SUPPLIED RECORDS -
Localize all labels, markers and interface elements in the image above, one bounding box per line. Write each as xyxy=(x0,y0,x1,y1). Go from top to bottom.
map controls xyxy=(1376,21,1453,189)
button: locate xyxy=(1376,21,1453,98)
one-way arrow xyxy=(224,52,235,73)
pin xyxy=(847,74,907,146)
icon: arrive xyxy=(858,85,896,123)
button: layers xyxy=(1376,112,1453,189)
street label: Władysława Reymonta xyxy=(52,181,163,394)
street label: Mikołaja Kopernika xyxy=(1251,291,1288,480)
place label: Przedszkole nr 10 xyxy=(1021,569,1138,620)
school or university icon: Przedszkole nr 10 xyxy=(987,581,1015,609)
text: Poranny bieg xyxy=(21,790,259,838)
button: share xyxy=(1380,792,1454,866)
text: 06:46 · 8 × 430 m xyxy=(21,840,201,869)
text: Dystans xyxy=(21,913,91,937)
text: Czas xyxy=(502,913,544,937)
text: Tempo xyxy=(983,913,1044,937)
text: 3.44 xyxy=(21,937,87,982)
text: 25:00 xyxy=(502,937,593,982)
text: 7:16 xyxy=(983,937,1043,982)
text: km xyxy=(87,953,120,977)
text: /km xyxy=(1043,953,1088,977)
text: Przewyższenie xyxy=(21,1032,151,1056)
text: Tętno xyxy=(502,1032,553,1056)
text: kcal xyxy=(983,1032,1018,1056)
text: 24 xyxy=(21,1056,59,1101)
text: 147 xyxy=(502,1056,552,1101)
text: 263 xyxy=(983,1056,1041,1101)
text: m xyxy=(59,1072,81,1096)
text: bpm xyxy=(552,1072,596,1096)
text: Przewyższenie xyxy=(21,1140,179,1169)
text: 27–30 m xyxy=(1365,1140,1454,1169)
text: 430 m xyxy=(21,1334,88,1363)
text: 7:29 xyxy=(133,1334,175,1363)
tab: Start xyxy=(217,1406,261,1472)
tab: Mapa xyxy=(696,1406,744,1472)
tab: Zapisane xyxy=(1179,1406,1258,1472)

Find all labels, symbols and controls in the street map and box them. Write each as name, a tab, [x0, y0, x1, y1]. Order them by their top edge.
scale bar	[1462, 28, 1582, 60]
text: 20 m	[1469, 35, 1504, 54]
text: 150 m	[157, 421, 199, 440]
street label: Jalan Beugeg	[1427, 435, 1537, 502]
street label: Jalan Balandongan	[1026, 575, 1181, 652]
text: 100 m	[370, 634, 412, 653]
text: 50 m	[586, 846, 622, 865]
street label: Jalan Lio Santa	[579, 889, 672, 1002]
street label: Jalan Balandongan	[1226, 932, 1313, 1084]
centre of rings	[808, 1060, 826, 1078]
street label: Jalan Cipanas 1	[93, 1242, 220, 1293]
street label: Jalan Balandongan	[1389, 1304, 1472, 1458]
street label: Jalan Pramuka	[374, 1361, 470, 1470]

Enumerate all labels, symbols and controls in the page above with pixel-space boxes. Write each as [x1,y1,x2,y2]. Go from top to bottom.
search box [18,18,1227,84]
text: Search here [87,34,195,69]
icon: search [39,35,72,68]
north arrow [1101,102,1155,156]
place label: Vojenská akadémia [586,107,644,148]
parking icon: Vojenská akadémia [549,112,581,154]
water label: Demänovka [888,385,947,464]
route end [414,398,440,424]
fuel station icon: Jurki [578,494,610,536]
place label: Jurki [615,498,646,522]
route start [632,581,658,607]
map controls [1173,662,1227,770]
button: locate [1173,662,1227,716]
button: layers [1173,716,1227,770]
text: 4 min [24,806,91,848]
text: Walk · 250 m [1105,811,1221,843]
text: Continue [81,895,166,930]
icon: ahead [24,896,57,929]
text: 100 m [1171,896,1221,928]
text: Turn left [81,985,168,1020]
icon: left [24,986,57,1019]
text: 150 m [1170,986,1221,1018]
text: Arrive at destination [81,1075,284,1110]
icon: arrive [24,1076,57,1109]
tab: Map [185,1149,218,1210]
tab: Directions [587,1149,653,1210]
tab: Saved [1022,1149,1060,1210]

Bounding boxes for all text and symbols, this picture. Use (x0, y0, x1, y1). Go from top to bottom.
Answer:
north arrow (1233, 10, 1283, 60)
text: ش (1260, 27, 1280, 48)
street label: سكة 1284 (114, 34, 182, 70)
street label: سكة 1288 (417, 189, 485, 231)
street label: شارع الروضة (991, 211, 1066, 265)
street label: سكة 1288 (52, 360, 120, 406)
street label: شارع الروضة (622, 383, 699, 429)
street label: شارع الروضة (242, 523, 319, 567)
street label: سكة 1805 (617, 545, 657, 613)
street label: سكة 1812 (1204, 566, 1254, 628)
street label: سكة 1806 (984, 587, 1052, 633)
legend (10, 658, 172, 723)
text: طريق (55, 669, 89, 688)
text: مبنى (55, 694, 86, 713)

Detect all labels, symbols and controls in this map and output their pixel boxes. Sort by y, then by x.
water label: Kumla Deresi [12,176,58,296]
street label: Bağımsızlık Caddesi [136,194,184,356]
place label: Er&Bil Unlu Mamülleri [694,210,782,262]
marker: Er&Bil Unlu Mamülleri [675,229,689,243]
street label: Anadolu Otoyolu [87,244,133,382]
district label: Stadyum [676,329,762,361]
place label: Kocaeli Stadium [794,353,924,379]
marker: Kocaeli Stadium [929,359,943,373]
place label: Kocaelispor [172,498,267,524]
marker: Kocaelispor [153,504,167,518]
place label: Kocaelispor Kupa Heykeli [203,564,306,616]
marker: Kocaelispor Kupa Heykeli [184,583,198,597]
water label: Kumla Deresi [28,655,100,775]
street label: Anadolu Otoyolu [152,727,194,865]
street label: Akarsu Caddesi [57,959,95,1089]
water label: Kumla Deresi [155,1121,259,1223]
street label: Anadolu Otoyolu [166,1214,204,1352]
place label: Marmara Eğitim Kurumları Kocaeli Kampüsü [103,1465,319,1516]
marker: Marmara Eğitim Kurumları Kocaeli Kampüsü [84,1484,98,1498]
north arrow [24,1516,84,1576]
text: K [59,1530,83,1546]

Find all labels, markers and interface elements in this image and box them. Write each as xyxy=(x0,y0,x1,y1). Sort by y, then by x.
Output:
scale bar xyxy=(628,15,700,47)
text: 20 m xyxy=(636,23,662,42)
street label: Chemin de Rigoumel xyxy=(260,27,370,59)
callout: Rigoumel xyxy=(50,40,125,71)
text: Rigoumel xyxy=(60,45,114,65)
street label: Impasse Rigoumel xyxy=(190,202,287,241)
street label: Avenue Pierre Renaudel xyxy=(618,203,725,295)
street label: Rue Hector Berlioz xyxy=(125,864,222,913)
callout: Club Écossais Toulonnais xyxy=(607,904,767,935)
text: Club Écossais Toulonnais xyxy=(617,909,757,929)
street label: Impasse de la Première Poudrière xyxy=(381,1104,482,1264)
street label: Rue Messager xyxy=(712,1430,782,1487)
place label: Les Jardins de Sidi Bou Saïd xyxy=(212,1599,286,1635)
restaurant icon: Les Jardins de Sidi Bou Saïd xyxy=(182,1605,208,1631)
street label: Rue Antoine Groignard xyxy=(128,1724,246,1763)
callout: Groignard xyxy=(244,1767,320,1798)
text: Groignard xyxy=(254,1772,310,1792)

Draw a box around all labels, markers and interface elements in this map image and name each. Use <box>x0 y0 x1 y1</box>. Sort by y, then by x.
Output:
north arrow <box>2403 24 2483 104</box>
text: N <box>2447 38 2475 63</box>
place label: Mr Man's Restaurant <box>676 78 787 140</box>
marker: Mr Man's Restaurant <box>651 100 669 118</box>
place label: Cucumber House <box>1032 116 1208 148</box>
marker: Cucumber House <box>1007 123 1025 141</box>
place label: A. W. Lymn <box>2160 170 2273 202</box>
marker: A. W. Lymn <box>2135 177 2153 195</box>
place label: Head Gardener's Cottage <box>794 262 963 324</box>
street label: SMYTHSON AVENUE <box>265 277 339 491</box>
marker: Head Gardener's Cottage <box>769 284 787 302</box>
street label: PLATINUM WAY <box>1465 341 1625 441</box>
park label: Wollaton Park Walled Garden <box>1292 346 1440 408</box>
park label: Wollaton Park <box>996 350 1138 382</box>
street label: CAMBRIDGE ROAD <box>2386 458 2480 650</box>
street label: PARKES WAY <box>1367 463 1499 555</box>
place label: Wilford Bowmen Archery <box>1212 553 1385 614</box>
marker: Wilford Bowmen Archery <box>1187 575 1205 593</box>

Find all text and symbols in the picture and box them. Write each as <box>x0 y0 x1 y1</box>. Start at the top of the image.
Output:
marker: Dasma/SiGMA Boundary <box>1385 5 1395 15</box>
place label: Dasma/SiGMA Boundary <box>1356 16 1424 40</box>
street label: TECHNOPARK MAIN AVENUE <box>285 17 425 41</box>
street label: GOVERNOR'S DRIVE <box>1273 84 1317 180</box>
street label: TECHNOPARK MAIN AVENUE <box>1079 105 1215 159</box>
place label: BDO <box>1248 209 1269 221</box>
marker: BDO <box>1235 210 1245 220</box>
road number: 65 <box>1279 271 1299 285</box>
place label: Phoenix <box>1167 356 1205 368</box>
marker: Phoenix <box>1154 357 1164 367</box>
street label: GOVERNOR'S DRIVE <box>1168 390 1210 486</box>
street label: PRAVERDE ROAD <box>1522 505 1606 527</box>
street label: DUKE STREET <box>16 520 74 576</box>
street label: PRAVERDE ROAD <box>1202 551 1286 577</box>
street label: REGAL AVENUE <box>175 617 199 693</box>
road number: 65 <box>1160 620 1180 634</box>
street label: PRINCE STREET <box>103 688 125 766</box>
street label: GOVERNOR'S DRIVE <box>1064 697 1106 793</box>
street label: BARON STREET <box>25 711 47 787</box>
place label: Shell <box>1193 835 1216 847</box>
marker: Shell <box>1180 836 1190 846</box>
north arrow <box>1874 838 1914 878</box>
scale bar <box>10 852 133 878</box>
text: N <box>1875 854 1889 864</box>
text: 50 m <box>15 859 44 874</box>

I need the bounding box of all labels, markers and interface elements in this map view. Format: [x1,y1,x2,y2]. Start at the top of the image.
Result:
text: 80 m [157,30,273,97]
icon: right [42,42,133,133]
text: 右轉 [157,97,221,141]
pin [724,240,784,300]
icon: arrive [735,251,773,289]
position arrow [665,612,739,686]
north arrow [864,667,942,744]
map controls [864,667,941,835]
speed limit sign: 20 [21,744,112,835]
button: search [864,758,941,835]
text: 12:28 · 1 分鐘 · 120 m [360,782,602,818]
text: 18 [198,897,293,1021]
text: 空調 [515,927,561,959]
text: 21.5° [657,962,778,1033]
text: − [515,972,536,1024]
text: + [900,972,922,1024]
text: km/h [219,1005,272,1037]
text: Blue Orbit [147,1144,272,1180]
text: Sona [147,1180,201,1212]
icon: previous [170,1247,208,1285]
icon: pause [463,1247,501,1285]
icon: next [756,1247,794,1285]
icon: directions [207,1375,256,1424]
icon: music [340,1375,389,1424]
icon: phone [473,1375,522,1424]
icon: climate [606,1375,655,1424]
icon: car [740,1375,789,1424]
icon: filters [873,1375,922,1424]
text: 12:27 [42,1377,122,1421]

EXERCISE DIRECTIONS - If a line in the material above contains "Toulonnais", show that line.

RESPONSE TO THIS EXERCISE -
callout: Club Écossais Toulonnais xyxy=(607,904,767,935)
text: Club Écossais Toulonnais xyxy=(617,909,757,929)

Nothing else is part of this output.